> _WORK INSTRUCTIONS_:
Below are some records; return each one exactly.

##### TASK INPUT #####

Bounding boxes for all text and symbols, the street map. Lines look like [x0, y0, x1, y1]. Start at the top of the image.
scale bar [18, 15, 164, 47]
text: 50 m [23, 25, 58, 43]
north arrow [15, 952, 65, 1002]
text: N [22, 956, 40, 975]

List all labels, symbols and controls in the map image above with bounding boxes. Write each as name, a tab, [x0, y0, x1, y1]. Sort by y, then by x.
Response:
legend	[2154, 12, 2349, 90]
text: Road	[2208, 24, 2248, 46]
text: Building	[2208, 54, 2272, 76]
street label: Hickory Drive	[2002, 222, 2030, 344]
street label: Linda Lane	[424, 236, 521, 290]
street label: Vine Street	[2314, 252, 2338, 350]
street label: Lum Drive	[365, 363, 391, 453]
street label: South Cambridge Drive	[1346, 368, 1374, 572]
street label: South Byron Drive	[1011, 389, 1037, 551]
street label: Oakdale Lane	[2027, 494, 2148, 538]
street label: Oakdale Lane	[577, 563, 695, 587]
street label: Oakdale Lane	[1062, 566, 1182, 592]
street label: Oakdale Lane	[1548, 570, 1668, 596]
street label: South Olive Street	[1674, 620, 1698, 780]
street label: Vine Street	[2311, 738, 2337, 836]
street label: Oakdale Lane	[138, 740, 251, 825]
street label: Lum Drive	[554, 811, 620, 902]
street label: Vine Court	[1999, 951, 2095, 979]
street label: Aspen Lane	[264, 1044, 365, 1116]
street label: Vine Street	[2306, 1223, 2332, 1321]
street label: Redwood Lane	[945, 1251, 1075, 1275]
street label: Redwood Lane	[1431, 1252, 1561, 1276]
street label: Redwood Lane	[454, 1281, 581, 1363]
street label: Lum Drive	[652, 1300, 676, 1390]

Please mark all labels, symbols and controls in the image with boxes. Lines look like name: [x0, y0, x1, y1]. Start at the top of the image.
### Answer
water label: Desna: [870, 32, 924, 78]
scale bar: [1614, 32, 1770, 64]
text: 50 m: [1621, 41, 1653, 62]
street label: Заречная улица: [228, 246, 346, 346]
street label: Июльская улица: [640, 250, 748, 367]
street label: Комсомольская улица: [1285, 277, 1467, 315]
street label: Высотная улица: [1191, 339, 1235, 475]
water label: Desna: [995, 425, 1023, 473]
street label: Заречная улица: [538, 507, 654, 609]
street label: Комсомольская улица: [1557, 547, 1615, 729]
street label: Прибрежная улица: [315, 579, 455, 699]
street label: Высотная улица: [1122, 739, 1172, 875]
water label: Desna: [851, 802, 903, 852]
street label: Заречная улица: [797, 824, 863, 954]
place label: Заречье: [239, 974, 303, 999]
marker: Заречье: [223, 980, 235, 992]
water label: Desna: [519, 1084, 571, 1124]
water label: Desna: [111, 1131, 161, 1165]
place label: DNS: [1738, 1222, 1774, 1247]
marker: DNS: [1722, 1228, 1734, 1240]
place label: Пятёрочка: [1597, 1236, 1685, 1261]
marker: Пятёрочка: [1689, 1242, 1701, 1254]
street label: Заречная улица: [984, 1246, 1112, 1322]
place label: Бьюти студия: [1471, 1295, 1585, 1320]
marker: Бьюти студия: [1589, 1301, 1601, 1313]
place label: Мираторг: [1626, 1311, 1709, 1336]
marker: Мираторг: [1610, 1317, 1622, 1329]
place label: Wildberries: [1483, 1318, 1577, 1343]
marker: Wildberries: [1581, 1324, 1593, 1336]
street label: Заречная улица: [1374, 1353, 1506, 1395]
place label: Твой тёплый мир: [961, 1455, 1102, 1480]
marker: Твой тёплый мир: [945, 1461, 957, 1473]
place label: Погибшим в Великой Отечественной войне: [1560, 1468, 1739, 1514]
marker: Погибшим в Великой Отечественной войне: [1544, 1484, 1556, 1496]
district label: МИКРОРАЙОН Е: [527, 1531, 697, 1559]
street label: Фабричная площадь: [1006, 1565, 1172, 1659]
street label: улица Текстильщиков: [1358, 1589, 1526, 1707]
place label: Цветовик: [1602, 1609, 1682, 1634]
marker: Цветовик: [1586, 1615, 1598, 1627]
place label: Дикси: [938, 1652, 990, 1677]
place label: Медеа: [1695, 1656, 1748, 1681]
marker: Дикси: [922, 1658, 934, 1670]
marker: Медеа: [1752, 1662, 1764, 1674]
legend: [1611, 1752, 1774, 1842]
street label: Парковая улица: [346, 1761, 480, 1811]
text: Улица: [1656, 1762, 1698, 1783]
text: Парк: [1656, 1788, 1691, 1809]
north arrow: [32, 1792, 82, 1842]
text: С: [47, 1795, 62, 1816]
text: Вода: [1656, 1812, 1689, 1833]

#####

> _COMPLETED TASK_:
Bounding boxes for all text and symbols, the street map. Lines look like [x0, y0, x1, y1]. Start at the top of the image.
scale bar [18, 15, 164, 47]
text: 50 m [23, 25, 58, 43]
north arrow [15, 952, 65, 1002]
text: N [22, 956, 40, 975]

List all labels, symbols and controls in the map image above with bounding boxes. Write each as name, a tab, [x0, y0, x1, y1]. Sort by y, then by x.
Response:
legend	[2154, 12, 2349, 90]
text: Road	[2208, 24, 2248, 46]
text: Building	[2208, 54, 2272, 76]
street label: Hickory Drive	[2002, 222, 2030, 344]
street label: Linda Lane	[424, 236, 521, 290]
street label: Vine Street	[2314, 252, 2338, 350]
street label: Lum Drive	[365, 363, 391, 453]
street label: South Cambridge Drive	[1346, 368, 1374, 572]
street label: South Byron Drive	[1011, 389, 1037, 551]
street label: Oakdale Lane	[2027, 494, 2148, 538]
street label: Oakdale Lane	[577, 563, 695, 587]
street label: Oakdale Lane	[1062, 566, 1182, 592]
street label: Oakdale Lane	[1548, 570, 1668, 596]
street label: South Olive Street	[1674, 620, 1698, 780]
street label: Vine Street	[2311, 738, 2337, 836]
street label: Oakdale Lane	[138, 740, 251, 825]
street label: Lum Drive	[554, 811, 620, 902]
street label: Vine Court	[1999, 951, 2095, 979]
street label: Aspen Lane	[264, 1044, 365, 1116]
street label: Vine Street	[2306, 1223, 2332, 1321]
street label: Redwood Lane	[945, 1251, 1075, 1275]
street label: Redwood Lane	[1431, 1252, 1561, 1276]
street label: Redwood Lane	[454, 1281, 581, 1363]
street label: Lum Drive	[652, 1300, 676, 1390]

Please mark all labels, symbols and controls in the image with boxes. Lines look like name: [x0, y0, x1, y1]. Start at the top of the image.
### Answer
water label: Desna: [870, 32, 924, 78]
scale bar: [1614, 32, 1770, 64]
text: 50 m: [1621, 41, 1653, 62]
street label: Заречная улица: [228, 246, 346, 346]
street label: Июльская улица: [640, 250, 748, 367]
street label: Комсомольская улица: [1285, 277, 1467, 315]
street label: Высотная улица: [1191, 339, 1235, 475]
water label: Desna: [995, 425, 1023, 473]
street label: Заречная улица: [538, 507, 654, 609]
street label: Комсомольская улица: [1557, 547, 1615, 729]
street label: Прибрежная улица: [315, 579, 455, 699]
street label: Высотная улица: [1122, 739, 1172, 875]
water label: Desna: [851, 802, 903, 852]
street label: Заречная улица: [797, 824, 863, 954]
place label: Заречье: [239, 974, 303, 999]
marker: Заречье: [223, 980, 235, 992]
water label: Desna: [519, 1084, 571, 1124]
water label: Desna: [111, 1131, 161, 1165]
place label: DNS: [1738, 1222, 1774, 1247]
marker: DNS: [1722, 1228, 1734, 1240]
place label: Пятёрочка: [1597, 1236, 1685, 1261]
marker: Пятёрочка: [1689, 1242, 1701, 1254]
street label: Заречная улица: [984, 1246, 1112, 1322]
place label: Бьюти студия: [1471, 1295, 1585, 1320]
marker: Бьюти студия: [1589, 1301, 1601, 1313]
place label: Мираторг: [1626, 1311, 1709, 1336]
marker: Мираторг: [1610, 1317, 1622, 1329]
place label: Wildberries: [1483, 1318, 1577, 1343]
marker: Wildberries: [1581, 1324, 1593, 1336]
street label: Заречная улица: [1374, 1353, 1506, 1395]
place label: Твой тёплый мир: [961, 1455, 1102, 1480]
marker: Твой тёплый мир: [945, 1461, 957, 1473]
place label: Погибшим в Великой Отечественной войне: [1560, 1468, 1739, 1514]
marker: Погибшим в Великой Отечественной войне: [1544, 1484, 1556, 1496]
district label: МИКРОРАЙОН Е: [527, 1531, 697, 1559]
street label: Фабричная площадь: [1006, 1565, 1172, 1659]
street label: улица Текстильщиков: [1358, 1589, 1526, 1707]
place label: Цветовик: [1602, 1609, 1682, 1634]
marker: Цветовик: [1586, 1615, 1598, 1627]
place label: Дикси: [938, 1652, 990, 1677]
place label: Медеа: [1695, 1656, 1748, 1681]
marker: Дикси: [922, 1658, 934, 1670]
marker: Медеа: [1752, 1662, 1764, 1674]
legend: [1611, 1752, 1774, 1842]
street label: Парковая улица: [346, 1761, 480, 1811]
text: Улица: [1656, 1762, 1698, 1783]
text: Парк: [1656, 1788, 1691, 1809]
north arrow: [32, 1792, 82, 1842]
text: С: [47, 1795, 62, 1816]
text: Вода: [1656, 1812, 1689, 1833]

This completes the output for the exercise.